Schroeder and Vasgersian at Compadre Stadium, the Spring Training home of the Brewers through 1997. (Milwaukee Brewers photo)

Schroeder’s own outlook on the job, on life, on everything changed in 2020 when he came back to work following major offseason heart surgery. He remains eternally grateful for Brewers team physician Dr. Craig Young, who identified an unknown defect in Schroeder’s heart when he went in for a prostate exam and physical. A week later, Schroeder underwent open heart surgery.

The plan was for Schroeder to work a reduced schedule with less travel, but that became moot when the pandemic grounded everyone in place. He’s worked a lighter schedule since then, and will call around 90 games in 2023. He’ll work the opening series at Wrigley Field against the Cubs and then call Brewers home games. Tim Dillard and Vinny Rottino will handle color analysis for most of the other road games.

“It’s not easy to do what Bob and ‘Rock’ are doing,” Paschke said. “A lot of things have to fall into place.

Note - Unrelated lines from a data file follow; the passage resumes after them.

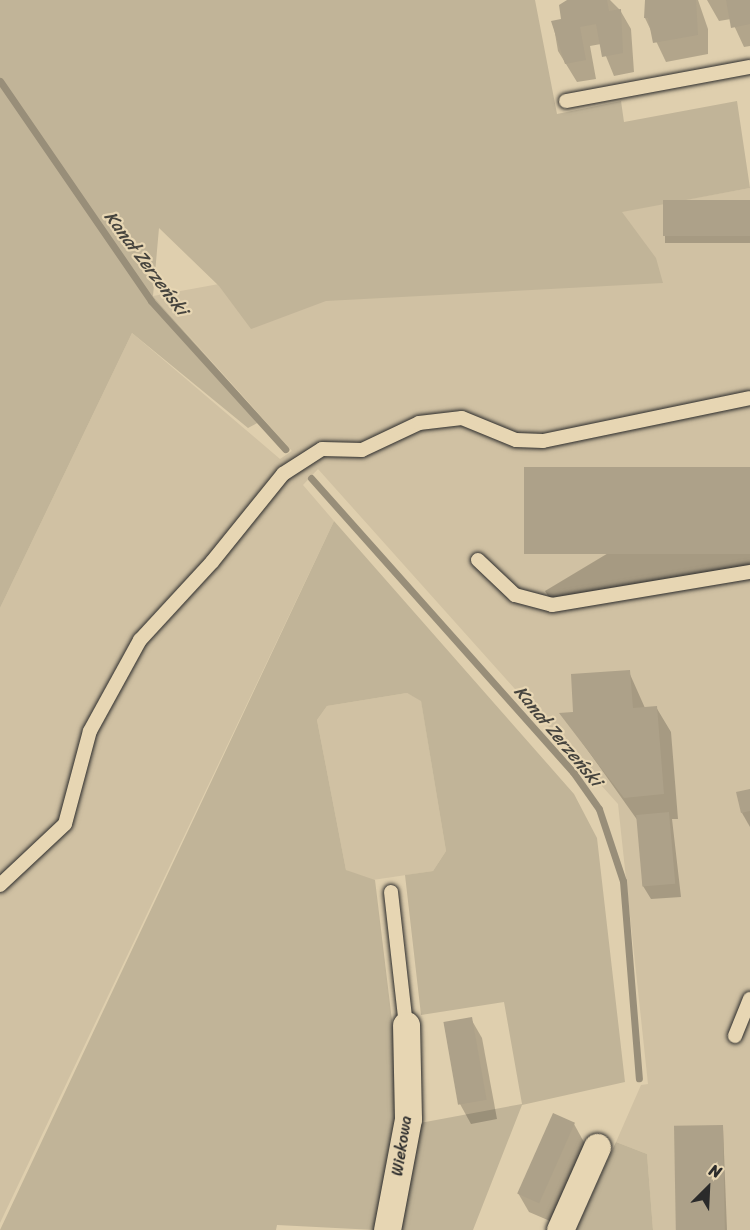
<!DOCTYPE html>
<html>
<head>
<meta charset="utf-8">
<style>
	body { margin:0 }
	#map { position:relative; width:750px; height:1230px; overflow:hidden; background:#dfcfae; font-family:Sriracha,sans-serif }
	div>[style] { position:absolute }
	[style*='--x'] { left:calc(var(--x)*1px); top:calc(var(--y)*1px); width:calc(var(--w)*1px); rotate:calc(var(--a)*1deg) }
	.built>* { inset:0; background:#d0c1a3 }
	.green>* { inset:0; background:#c1b498 }
	.shadow>* { inset:0; background:#0003; transform-origin:0 0 }
	.stream>* { height:7px; margin:-3.5px; padding:0 3.5px; transform-origin:3.5px; border-radius:3.5px; background:#988e79 }
	.building>* { inset:0; background:#ada189; transform-origin:0 0 }
	.roads { filter:drop-shadow(0 0 2px #2b2b2b) drop-shadow(0 0 2px #2b2b2b) }
	.service>* { height:14px; margin:-7px; padding:0 7px; transform-origin:7px; border-radius:7px; background:#e7d6b3 }
	.minor>* { height:27px; margin:-13.5px; padding:0 13.5px; transform-origin:13.5px; border-radius:13.5px; background:#e7d6b3 }
	span { translate:-50% -50%; white-space:nowrap; text-align:center; line-height:1.15; -webkit-text-stroke:4.5px #e7d6b3; paint-order:stroke }
	.street-label { font-size:16px; color:#2b2b2b }
	.water-label { font-size:18px; color:#46443e; font-style:italic }
	.north { position:absolute; left:678px; top:1158px; width:60px; height:60px; -webkit-text-stroke:4px #e7d6b3; paint-order:stroke; rotate:24deg; font-size:16px; font-weight:700; line-height:24px; text-align:center; color:#2b2b2b }
	.north::after { content:''; display:block; margin:auto; width:21px; height:27px; background:#2b2b2b; clip-path:polygon(50% 0,100% 100%,50% 72%,0 100%) }
</style>
</head>
<body>
<div id="map">
	<div class="built">
		<i style="clip-path:polygon(750px 188px,750px 1230px,653px 1230px,647px 1154px,616px 1142px,641px 1085px,648px 1084px,618px 804px,318px 469px,303px 485px,334px 521px,0 1223px,0 608px,132px 333px,280px 459px,292px 451px,153px 296px)"></i>
		<i style="clip-path:polygon(407px 693px,421px 700px,446px 851px,433px 871px,366px 881px,346px 870px,317px 720px,327px 706px)"></i>
	</div>
	<div class="green">
		<i style="clip-path:polygon(0 0,535px 0,557px 114px,621px 101px,624px 122px,737px 101px,750px 188px,622px 212px,656px 258px,663px 283px,326px 301px,251px 329px,219px 286px,159px 228px,153px 296px,263px 420px,248px 428px,132px 333px,0 608px)"></i>
		<i style="clip-path:polygon(334px 521px,574px 794px,597px 838px,625px 1082px,522px 1105px,473px 1230px,401px 1230px,420px 1123px,522px 1104px,504px 1002px,421px 1015px,405px 875px,433px 871px,446px 851px,421px 701px,407px 693px,327px 706px,317px 720px,346px 870px,375px 880px,394px 1037px,397px 1123px,375px 1230px,277px 1225px,276px 1230px,0 1230px)"></i>
		<i style="clip-path:polygon(616px 1142px,647px 1154px,653px 1230px,576px 1230px)"></i>
	</div>
	<div class="shadow">
		<i style="clip-path:polygon(569px 0,610px 0,620px 10px,631px 29px,634px 72px,614px 76px,601px 44px,590px 46px,596px 79px,577px 82px,558px 51px,553px 22px,563px 21px)"></i>
		<i style="clip-path:polygon(645px 0,698px 0,708px 29px,708px 54px,666px 62px,645px 18px)"></i>
		<i style="clip-path:polygon(750px 0,750px 46px,744px 47px,731px 19px,719px 21px,707px 0)"></i>
		<i style="left:750px;top:204px;width:39px;height:85px;rotate:90deg"></i>
		<i style="clip-path:polygon(750px 468px,750px 568px,553px 604px,545px 591px)"></i>
		<i style="clip-path:polygon(629px 672px,645px 708px,656px 707px,671px 732px,678px 819px,672px 819px,681px 897px,651px 899px,643px 886px,638px 821px,562px 714px,575px 714px)"></i>
		<i style="clip-path:polygon(750px 791px,750px 827px,742px 813px)"></i>
		<i style="clip-path:polygon(471px 1019px,482px 1038px,497px 1119px,471px 1124px,460px 1104px)"></i>
		<i style="clip-path:polygon(574px 1124px,585px 1144px,550px 1221px,529px 1212px,518px 1193px)"></i>
		<i style="clip-path:polygon(723px 1127px,727px 1230px,677px 1230px)"></i>
	</div>
	<div class="stream">
		<i style="--x:0;--y:81;--w:267;--a:55.5"></i>
		<i style="--x:151;--y:301;--w:200;--a:47.8"></i>
		<i style="--x:311;--y:478;--w:394;--a:48.3"></i>
		<i style="--x:573;--y:772;--w:45;--a:54.9"></i>
		<i style="--x:599;--y:809;--w:76;--a:71.6"></i>
		<i style="--x:623;--y:881;--w:198;--a:85.4"></i>
	</div>
	<div class="building">
		<i style="clip-path:polygon(567px 0,607px 0,609px 11px,621px 9px,623px 53px,602px 57px,596px 24px,580px 27px,586px 60px,565px 64px,551px 21px,561px 19px,559px 5px)"></i>
		<i style="clip-path:polygon(645px 0,696px 0,698px 35px,653px 43px,648px 18px,644px 18px)"></i>
		<i style="clip-path:polygon(726px 0,750px 0,750px 24px,731px 28px)"></i>
		<i style="left:750px;top:200px;width:36px;height:87px;rotate:90deg"></i>
		<i style="left:750px;top:467px;width:87px;height:226px;rotate:90deg"></i>
		<i style="clip-path:polygon(630px 670px,633px 708px,657px 706px,664px 794px,624px 798px,559px 713px,573px 712px,571px 674px)"></i>
		<i style="clip-path:polygon(750px 789px,750px 811px,741px 813px,736px 792px)"></i>
		<i style="left:669px;top:812px;width:72px;height:33px;rotate:85deg"></i>
		<i style="left:472px;top:1017px;width:84px;height:29px;rotate:80deg"></i>
		<i style="left:553px;top:1113px;width:24px;height:88px;rotate:24deg"></i>
		<i style="left:723px;top:1125px;width:105px;height:49px;rotate:89deg"></i>
	</div>
	<div class="roads">
		<div class="service">
			<i style="--x:566;--y:101;--w:187;--a:-10.5"></i>
			<i style="--x:478;--y:560;--w:51;--a:43.4"></i>
			<i style="--x:515;--y:595;--w:38;--a:15"></i>
			<i style="--x:552;--y:605;--w:201;--a:-9.5"></i>
			<i style="--x:0;--y:885;--w:89;--a:-43.2"></i>
			<i style="--x:65;--y:824;--w:96;--a:-75"></i>
			<i style="--x:90;--y:731;--w:104;--a:-61.2"></i>
			<i style="--x:140;--y:640;--w:106;--a:-47.3"></i>
			<i style="--x:212;--y:562;--w:113;--a:-51.1"></i>
			<i style="--x:283;--y:474;--w:46;--a:-32.7"></i>
			<i style="--x:322;--y:449;--w:40;--a:1.4"></i>
			<i style="--x:362;--y:450;--w:63;--a:-25.3"></i>
			<i style="--x:419;--y:423;--w:43;--a:-6.6"></i>
			<i style="--x:462;--y:418;--w:58;--a:22.2"></i>
			<i style="--x:516;--y:440;--w:27;--a:2"></i>
			<i style="--x:543;--y:441;--w:211;--a:-11.7"></i>
			<i style="--x:391;--y:892;--w:134;--a:83.6"></i>
			<i style="--x:735;--y:1036;--w:40;--a:-68"></i>
		</div>
		<div class="minor">
			<i style="--x:387;--y:1230;--w:113;--a:-79.3"></i>
			<i style="--x:408;--y:1119;--w:94;--a:-91.2"></i>
			<i style="--x:560;--y:1230;--w:91;--a:-66"></i>
		</div>
	</div>
	<div class="street-label">
		<span style="left:402px;top:1146px;rotate:-81deg">Wiekowa</span>
	</div>
	<div class="water-label">
		<span style="left:146px;top:263px;rotate:53deg">Kanał Zerzeński</span>
		<span style="left:558px;top:736px;rotate:50deg">Kanał Zerzeński</span>
	</div>
	<div class="north">N</div>
</div>
</body>
</html>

The talent has to be there, and there’s luck involved to stay in the same place that long.”

Schroeder and Bob Uecker at Wrigley Field in 1997. (Milwaukee Brewers photo)

“In this business,” Vasgersian said, “there’s so many egos and there are so many little interpersonal skirmishes that go down along the way. There is none of that with Bill. I mean none of it.”

It’s believed that Schroeder’s contract runs through next season, which would be his 30th in the Brewers’ TV booth.

Then he’ll assess what he wants to do next.

“I asked my father the other day, ‘How long do you think I’ve been doing this?’” Schroeder said. “He was like, ‘Thirteen or 14 years?’ He was shocked when I told him I’m almost at 30. Sometimes I’m shocked I made it past one year. I have some VCR tapes of some of the games I did at the beginning, and oh my God.”

How long did it take him to feel comfortable on the air?

“I’ll tell you next year,” Schroeder said.